1. Rebecca by Daphne Du Maurier was adapted into film by Alfred Hitchcock, winning him his only Oscar for best picture. (It also won for its cinematography.) Both Du Maurier and Hitchcock were masters of suspense, and Judith Anderson’s Mrs. Danvers was pitch perfect. She should have one best supporting actress. She still gives me the creeps.
2. The iconic Breakfast at Tiffany’s directed by Blake Edwards was adapted from the novella by Truman Capote. I can see why he was unhappy with the resulting film. His novella about a troubled and promiscuous teenager did not have the Hollywood happy ending, or even romance. His was the better story, but who can resist Audrey Hepburn, either bedecked in jewels or singing Johnny Mercer’s Oscar winning “Moon River?”
3. To Kill a Mockingbird by Harper Lee should be required reading, and the film should be watched for its Oscar winning performance by Gregory Peck. (The screenplay adaption won a well deserved Oscar, too.) Classic book, classic movie. What else can I say? Fifty years from now, nobody will remember The Help, but To Kill a Mockingbird will still be relevant.
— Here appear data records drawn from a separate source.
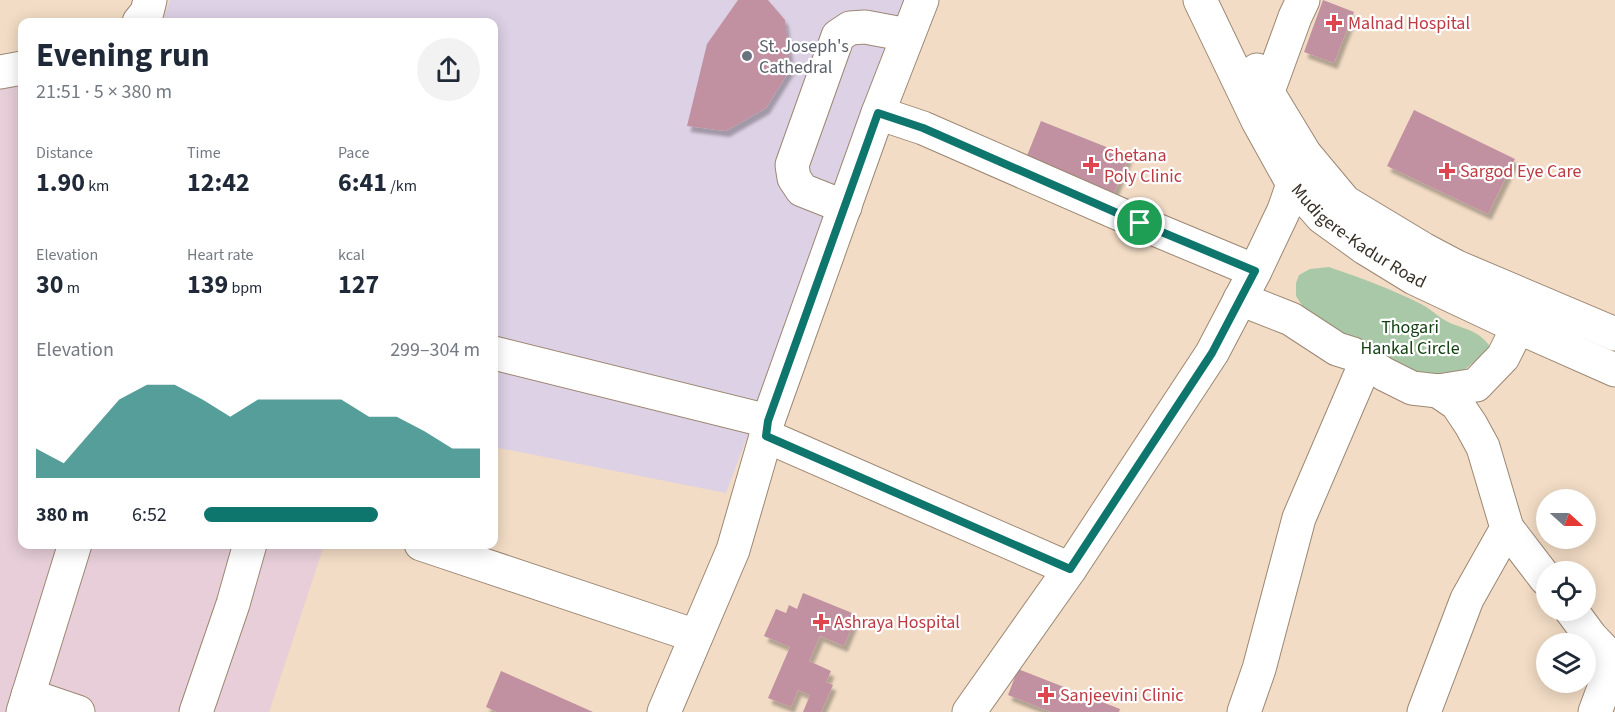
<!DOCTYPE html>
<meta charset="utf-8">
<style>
:root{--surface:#fff;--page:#f2f2f3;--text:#1f2937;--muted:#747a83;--accent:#0f766e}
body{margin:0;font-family:"Source Sans 3",sans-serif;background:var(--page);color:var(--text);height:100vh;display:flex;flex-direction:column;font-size:22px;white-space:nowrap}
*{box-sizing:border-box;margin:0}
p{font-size:20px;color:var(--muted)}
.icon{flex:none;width:33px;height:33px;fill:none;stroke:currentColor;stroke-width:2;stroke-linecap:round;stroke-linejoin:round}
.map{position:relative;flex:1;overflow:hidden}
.panel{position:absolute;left:18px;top:18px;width:480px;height:531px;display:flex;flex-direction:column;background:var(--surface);border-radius:12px;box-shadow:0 3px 15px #0003}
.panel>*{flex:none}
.needle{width:39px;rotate:111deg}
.buttons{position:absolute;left:1536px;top:489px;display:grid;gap:12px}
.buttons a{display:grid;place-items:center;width:60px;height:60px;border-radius:50%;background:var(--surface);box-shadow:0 3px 15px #0003;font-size:30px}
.pin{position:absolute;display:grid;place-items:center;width:51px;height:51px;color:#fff;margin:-26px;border:3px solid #fff;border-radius:50%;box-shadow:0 2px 6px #0007}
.round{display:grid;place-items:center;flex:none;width:63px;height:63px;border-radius:32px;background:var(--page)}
.head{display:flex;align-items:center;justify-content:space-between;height:102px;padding:0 18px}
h1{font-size:33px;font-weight:700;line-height:45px}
.figures{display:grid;grid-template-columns:repeat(3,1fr);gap:9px;height:102px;padding:6px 18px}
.figures div{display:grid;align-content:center}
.figures b{font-size:26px;font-weight:700}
.figures small{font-size:16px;font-weight:400}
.figures p{font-size:16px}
.chart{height:168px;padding:12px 18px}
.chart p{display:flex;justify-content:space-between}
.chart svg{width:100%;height:108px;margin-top:6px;fill:var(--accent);opacity:.7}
ul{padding:0 18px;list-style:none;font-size:20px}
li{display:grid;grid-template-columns:96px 72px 1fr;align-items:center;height:45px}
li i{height:15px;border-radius:8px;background:var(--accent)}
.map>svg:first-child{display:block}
.education{fill:#ddd1e5}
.medical{fill:#e7ced8}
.green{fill:#a9c8a7}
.building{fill:#c191a1;filter:url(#shadow)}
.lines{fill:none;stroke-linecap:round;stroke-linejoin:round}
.minor-casing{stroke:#9c8773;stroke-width:35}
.highway-casing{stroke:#9c8773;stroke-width:35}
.minor{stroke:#fff;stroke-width:33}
.highway{stroke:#fff;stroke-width:33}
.route-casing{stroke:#fff;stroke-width:12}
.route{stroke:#0f766e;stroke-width:8}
.health-dot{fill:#e0444e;stroke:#fff;stroke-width:2}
.worship-dot{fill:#6b7280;stroke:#fff;stroke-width:2}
.labels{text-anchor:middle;stroke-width:4.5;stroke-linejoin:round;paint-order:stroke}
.health-label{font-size:18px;fill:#be3a42;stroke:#fff;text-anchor:start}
.worship-label{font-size:18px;fill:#5b616d;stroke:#fff;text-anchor:start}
.street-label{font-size:18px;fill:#372f26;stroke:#fff}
.park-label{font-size:18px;fill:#124112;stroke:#fff}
</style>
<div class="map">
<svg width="1615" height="712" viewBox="0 0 1615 712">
<defs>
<filter id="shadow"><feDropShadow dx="3.5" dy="6" stdDeviation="1.5" flood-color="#0004"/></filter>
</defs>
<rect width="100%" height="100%" fill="#f2dcc5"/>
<path class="education" d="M170 0H912L726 493 494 447V22H162Z"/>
<path class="medical" d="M22 74V544L324 545 269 712H0V80Z"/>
<path class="green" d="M1329 267C1361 278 1391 289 1421 304 1431 309 1438 317 1448 322 1466 330 1479 330 1491 348L1458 375 1421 378 1309 316 1296 296V283L1299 275 1310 269Z"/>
<g class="building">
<path d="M738 0H768L785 20 791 68 766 108 726 131 687 126 707 44Z"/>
<path d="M1323 0 1354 12 1334 63 1304 52Z"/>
<path d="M1414 110 1515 159 1488 214 1387 166Z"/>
<path d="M1041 121 1129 156 1112 198 1024 163Z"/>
<path d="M803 593 857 615 844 646 820 636 809 661 831 671 826 682 833 685 821 712H803L810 695 798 690 791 707 768 698 790 647 764 636 776 609 786 613 789 605 797 609Z"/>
<path d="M1018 669 1120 709 1119 712H1051L1008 695Z"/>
<path d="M501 671 593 712H497L486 707Z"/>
</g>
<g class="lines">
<defs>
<g id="minor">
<path d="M139 22 147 12 150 0"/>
<path d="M0 72 22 68"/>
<path d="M878 113 923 128 1140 223 1255 271"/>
<path d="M1260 113 1295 17 1303 0"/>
<path d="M845 207 802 190 794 178 792 165 838 36 850 28 865 27 908 35"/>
<path d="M1240 299 1291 319 1337 349 1353 354 1384 374 1412 388 1438 391 1476 385 1503 357 1518 327"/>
<path d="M494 353 768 421"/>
<path d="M1438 391 1457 404 1471 425 1483 447 1507 528 1546 579"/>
<path d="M766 436 1070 569"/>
<path d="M421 544 696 636"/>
<path d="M1571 610 1591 637 1615 662"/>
<path d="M28 695 78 712"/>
<path d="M23 712 75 544"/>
<path d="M196 712 233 604 250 544"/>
<path d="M664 712 733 550 766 436 768 421 878 113 922 0"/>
<path d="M969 712 1070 569 1212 353 1255 271 1284 210 1293 184 1302 161"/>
<path d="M1244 712 1259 669 1299 518 1366 362"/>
<path d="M1424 712 1467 599 1507 528"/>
<path d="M1595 712 1615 658"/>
</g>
<g id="highway">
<path id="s1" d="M1200 0 1258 121 1293 184 1322 217 1365 248 1414 278 1518 327 1615 370"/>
<path d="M1257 70 1268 93 1305 154 1345 202 1423 249 1457 267 1615 334"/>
</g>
</defs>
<use href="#minor" class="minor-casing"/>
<use href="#highway" class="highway-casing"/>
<use href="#minor" class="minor"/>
<use href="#highway" class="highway"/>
</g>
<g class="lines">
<defs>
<path id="route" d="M878 113 923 128 1140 223 1255 271 1212 353 1070 569 766 436 768 421Z"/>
</defs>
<use href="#route" class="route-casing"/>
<use href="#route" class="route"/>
</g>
<g class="health-dot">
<path d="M1331 14h6v6h6v6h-6v6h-6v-6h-6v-6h6z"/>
<path d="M1088 156h6v6h6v6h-6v6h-6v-6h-6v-6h6z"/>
<path d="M1444 162h6v6h6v6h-6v6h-6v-6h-6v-6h6z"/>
<path d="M818 613h6v6h6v6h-6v6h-6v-6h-6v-6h6z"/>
<path d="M1043 686h6v6h6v6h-6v6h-6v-6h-6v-6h6z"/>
</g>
<circle class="worship-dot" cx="747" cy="56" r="6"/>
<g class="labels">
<g class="health-label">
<text x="1348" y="29">Malnad Hospital</text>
<text x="1104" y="161">Chetana<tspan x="1104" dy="21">Poly Clinic</tspan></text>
<text x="1460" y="177">Sargod Eye Care</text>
<text x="834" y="628">Ashraya Hospital</text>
<text x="1060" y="701">Sanjeevini Clinic</text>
</g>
<g class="worship-label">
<text x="759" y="52">St. Joseph's<tspan x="759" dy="21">Cathedral</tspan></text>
</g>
<g class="street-label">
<text dy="6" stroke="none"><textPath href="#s1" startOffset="291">Mudigere-Kadur Road</textPath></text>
</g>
<g class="park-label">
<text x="1410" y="333">Thogari<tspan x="1410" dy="21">Hankal Circle</tspan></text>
</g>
</g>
</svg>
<div class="buttons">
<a><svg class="needle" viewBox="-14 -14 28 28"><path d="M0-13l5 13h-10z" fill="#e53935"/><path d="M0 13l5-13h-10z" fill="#747a83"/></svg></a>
<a><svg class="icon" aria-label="locate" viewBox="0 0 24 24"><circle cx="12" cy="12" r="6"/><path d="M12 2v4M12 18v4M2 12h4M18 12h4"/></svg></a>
<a><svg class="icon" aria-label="layers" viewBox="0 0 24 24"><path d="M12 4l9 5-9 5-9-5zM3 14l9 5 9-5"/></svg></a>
</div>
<div class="pin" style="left:1140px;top:223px;background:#1e9e55"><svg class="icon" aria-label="arrive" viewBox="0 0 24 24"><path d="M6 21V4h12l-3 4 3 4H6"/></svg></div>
<section class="panel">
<div class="head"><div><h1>Evening run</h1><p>21:51 · 5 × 380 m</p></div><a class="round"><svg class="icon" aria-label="share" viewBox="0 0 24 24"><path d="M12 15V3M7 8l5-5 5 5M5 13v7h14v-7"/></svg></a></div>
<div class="figures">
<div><p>Distance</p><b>1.90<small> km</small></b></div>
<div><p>Time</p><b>12:42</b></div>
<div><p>Pace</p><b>6:41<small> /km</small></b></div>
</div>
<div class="figures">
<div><p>Elevation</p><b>30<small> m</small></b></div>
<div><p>Heart rate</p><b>139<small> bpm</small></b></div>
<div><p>kcal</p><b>127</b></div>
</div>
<div class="chart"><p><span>Elevation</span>299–304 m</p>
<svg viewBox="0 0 160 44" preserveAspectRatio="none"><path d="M0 44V32L10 38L20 25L30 12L40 6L50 6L60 12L70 19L80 12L90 12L100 12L110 12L120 19L130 19L140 25L150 32L160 32V44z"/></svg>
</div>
<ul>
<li><b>380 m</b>6:52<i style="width:63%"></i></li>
</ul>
</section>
</div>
4. I unabashedly love fairy tales, in all their good and evil glory, and Sleeping Beauty is Disney’s best adaptation of one of the classics. Here, Disney retained all the original elements of the story, while heightening the drama and romance. Why have an unknown prince hack through some thorns when you can have true love fighting a dragon/evil witch? Add a score adapted from Tchaikovsky, and you have fairy tale nirvana. On second thought, this one should be listed as “movie better than original story.” It’s a shame it flopped at the box office, putting Disney off fairy tales and subjecting us to animated Robin Hood.
5. I am torn about including Gone with the Wind. Growing up in the days before video recorders or cable tv, Gone With the Wind was an annual two-night event. I’d seen it many times before reading the book in my teens. However, I never liked Scarlett until I read it. Vivien Leigh, for all her beauty and charm, did not convey a sixteen year old girl with a childhood crush. She captured the strength and conniving, but I always wondered, “What does she see in Ashley?” Reading it, I understood the concept of being emotionally stuck, even when you appear to be intelligent, ruthless, and driven to success. I enjoy the movie more for having read the book.
What book-movie pairs would you add?
Have you seen any of this year’s Oscar nominees?